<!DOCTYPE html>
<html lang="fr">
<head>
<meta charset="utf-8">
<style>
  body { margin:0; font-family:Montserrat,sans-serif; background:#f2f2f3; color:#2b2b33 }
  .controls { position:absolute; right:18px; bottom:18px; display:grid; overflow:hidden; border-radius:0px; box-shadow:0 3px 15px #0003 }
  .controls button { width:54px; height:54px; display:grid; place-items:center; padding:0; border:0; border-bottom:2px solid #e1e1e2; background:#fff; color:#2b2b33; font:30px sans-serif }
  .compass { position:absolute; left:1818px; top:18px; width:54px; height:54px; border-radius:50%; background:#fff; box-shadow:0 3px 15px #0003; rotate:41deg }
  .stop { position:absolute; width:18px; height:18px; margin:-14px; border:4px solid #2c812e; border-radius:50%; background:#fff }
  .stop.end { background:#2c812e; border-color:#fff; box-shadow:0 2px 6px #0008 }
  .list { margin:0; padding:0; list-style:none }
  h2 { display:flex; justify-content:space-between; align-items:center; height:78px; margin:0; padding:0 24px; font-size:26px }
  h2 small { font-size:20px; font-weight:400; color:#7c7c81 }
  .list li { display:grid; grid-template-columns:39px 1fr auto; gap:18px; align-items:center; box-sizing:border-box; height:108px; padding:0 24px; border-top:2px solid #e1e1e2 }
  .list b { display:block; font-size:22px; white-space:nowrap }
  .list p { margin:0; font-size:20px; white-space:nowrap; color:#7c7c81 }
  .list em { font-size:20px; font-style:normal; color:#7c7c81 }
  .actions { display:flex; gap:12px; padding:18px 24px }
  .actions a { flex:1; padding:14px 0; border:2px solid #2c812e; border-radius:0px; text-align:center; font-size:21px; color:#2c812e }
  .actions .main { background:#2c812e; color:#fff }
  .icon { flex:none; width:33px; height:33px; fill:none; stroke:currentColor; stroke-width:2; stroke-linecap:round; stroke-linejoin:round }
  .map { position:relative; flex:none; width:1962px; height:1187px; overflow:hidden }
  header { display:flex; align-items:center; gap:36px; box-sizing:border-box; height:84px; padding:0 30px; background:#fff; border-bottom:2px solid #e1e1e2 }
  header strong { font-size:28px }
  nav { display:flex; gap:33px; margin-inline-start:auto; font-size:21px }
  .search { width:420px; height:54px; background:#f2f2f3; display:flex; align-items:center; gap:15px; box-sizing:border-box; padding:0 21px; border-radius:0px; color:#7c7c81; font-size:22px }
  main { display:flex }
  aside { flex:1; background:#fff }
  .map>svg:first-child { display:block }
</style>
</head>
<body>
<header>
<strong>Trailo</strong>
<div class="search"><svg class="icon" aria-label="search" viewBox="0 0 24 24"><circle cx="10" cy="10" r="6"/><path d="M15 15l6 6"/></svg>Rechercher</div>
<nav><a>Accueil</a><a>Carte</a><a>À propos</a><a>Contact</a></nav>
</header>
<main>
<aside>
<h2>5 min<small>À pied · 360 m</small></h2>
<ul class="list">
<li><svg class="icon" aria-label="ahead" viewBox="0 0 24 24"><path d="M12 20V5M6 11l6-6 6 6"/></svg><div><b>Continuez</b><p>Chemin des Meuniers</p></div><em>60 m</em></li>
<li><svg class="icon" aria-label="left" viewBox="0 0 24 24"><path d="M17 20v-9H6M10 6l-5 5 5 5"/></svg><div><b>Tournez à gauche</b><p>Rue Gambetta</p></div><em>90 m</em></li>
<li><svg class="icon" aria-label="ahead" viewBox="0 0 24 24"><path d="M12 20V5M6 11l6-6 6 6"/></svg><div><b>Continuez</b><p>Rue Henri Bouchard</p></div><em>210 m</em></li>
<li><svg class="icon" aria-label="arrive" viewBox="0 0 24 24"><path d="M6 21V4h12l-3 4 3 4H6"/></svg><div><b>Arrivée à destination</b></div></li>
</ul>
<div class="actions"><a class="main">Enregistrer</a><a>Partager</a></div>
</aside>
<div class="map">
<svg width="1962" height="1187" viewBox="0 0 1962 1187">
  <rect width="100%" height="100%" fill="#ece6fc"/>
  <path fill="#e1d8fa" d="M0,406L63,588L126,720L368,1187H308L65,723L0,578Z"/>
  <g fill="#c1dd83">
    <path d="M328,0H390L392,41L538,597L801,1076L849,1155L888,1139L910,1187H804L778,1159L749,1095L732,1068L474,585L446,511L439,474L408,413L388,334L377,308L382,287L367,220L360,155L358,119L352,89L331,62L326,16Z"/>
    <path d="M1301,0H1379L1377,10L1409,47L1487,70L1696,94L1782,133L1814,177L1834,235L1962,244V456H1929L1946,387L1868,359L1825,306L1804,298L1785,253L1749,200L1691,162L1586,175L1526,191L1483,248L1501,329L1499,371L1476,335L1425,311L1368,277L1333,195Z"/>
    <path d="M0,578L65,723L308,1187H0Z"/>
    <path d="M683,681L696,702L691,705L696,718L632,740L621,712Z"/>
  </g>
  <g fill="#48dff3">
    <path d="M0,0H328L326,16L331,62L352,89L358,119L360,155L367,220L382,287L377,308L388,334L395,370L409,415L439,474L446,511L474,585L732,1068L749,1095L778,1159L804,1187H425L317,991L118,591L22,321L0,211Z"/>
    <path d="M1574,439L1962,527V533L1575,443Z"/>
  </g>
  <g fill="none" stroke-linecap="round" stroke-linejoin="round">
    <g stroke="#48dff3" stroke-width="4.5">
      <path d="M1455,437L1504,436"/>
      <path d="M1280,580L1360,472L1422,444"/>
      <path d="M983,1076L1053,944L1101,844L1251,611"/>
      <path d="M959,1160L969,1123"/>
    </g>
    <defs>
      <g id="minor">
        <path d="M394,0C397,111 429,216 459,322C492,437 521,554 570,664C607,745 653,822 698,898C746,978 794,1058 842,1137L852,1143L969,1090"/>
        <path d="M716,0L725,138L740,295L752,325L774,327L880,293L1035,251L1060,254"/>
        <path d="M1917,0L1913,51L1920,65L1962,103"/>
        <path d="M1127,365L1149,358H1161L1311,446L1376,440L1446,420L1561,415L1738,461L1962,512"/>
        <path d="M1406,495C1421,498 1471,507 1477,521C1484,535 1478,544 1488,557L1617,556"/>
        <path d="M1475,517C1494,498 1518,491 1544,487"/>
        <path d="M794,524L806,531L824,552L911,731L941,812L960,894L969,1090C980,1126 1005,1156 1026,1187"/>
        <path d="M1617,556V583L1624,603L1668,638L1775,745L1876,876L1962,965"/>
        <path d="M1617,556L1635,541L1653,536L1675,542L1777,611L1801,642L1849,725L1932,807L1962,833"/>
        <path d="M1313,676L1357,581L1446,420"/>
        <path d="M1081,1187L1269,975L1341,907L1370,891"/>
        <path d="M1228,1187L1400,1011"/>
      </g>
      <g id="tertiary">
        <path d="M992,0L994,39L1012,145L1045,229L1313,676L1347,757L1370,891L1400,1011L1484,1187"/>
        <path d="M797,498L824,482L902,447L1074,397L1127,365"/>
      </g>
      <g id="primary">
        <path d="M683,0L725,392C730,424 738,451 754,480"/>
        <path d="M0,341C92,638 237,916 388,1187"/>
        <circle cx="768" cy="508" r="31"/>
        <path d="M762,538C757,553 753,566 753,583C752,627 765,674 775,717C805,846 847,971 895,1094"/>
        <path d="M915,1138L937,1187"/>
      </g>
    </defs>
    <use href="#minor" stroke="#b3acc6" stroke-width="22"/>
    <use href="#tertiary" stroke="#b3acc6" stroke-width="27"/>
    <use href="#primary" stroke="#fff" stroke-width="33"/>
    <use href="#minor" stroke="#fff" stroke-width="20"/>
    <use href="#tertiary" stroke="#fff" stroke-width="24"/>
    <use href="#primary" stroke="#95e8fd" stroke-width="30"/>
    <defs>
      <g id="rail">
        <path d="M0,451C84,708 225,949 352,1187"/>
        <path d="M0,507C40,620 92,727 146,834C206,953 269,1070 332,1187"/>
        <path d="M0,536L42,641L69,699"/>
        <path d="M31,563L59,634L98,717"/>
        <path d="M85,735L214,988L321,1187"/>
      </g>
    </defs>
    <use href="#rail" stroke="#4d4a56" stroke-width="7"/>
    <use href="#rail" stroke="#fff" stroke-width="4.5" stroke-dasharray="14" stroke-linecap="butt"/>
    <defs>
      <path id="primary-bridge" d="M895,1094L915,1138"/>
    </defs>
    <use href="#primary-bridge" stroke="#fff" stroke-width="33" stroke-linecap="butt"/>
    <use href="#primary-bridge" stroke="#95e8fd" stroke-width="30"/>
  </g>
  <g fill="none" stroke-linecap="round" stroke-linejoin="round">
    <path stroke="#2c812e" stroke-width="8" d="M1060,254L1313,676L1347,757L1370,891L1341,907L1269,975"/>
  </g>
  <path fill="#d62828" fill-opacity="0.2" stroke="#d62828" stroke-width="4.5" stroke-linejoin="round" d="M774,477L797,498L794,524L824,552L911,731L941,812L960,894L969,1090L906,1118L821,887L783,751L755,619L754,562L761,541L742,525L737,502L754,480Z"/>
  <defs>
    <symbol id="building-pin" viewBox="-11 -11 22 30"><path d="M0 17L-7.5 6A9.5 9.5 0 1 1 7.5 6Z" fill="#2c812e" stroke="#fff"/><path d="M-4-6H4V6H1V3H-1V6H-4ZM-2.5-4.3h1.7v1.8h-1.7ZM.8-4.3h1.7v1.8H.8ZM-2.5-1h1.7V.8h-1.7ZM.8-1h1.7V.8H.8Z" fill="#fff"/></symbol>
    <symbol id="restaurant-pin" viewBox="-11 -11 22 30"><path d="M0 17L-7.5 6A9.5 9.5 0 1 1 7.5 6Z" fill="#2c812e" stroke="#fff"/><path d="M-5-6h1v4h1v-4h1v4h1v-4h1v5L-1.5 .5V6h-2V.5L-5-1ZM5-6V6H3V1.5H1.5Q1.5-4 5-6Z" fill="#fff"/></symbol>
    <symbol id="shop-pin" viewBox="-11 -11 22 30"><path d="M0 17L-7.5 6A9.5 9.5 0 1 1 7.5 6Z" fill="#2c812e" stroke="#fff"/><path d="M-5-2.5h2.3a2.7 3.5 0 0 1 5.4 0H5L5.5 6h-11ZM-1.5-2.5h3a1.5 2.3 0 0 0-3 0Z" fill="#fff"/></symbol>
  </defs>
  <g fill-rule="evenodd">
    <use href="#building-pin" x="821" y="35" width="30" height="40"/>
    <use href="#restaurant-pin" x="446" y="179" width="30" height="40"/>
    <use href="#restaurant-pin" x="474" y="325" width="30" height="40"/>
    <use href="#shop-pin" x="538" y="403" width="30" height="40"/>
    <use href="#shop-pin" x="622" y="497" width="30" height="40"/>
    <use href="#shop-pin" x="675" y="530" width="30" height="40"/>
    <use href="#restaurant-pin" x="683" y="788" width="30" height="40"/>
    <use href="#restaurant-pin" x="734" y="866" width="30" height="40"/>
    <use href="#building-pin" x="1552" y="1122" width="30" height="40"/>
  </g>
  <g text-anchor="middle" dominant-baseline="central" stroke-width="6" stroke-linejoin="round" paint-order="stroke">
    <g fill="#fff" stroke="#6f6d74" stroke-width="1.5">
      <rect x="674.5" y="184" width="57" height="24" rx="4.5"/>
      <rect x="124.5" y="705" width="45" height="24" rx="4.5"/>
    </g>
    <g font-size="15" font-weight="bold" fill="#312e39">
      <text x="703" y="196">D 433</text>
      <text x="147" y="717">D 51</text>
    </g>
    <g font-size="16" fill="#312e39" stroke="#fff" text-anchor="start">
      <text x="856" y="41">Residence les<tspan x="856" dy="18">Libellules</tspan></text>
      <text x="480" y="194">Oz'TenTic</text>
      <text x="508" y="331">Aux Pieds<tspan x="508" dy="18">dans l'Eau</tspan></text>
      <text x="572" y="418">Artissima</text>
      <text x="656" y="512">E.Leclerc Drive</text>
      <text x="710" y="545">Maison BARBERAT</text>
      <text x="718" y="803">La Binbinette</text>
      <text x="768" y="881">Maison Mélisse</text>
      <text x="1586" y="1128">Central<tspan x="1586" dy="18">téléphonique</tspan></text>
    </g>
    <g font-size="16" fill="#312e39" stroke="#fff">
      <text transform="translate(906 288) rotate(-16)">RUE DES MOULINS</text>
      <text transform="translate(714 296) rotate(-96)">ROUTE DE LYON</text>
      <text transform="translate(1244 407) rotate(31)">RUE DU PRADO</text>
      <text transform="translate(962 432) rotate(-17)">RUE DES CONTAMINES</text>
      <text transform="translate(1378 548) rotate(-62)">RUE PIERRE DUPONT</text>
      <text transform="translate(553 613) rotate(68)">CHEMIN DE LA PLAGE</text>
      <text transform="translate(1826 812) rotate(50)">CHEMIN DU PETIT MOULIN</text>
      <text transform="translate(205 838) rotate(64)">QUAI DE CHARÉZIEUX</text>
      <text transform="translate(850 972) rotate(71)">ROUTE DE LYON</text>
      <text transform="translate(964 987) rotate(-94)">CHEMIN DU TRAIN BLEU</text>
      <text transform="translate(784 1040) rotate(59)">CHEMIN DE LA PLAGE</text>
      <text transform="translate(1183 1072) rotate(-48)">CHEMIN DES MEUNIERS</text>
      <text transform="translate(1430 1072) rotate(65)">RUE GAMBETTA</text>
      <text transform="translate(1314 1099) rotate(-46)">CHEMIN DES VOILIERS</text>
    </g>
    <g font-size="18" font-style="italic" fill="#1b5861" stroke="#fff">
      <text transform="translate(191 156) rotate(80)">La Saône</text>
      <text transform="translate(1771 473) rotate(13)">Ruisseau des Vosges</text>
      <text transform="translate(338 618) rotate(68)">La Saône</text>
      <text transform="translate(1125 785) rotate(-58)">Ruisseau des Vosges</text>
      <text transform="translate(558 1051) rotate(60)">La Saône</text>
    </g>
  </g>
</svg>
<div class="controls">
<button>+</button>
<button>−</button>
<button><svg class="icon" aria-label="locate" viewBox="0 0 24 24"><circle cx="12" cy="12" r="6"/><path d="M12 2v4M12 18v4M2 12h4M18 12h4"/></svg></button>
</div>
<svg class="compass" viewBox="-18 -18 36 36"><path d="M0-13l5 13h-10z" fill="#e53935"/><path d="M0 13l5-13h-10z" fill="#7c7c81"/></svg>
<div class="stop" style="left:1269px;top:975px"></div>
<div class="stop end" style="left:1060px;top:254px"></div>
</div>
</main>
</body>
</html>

* * *

* [BRIEF] If the string "controls" appears in a line of the entries, report the line.

* [ANSWER SECTION]
  .controls { position:absolute; right:18px; bottom:18px; display:grid; overflow:hidden; border-radius:0px; box-shadow:0 3px 15px #0003 }
  .controls button { width:54px; height:54px; display:grid; place-items:center; padding:0; border:0; border-bottom:2px solid #e1e1e2; background:#fff; color:#2b2b33; font:30px sans-serif }
<div class="controls">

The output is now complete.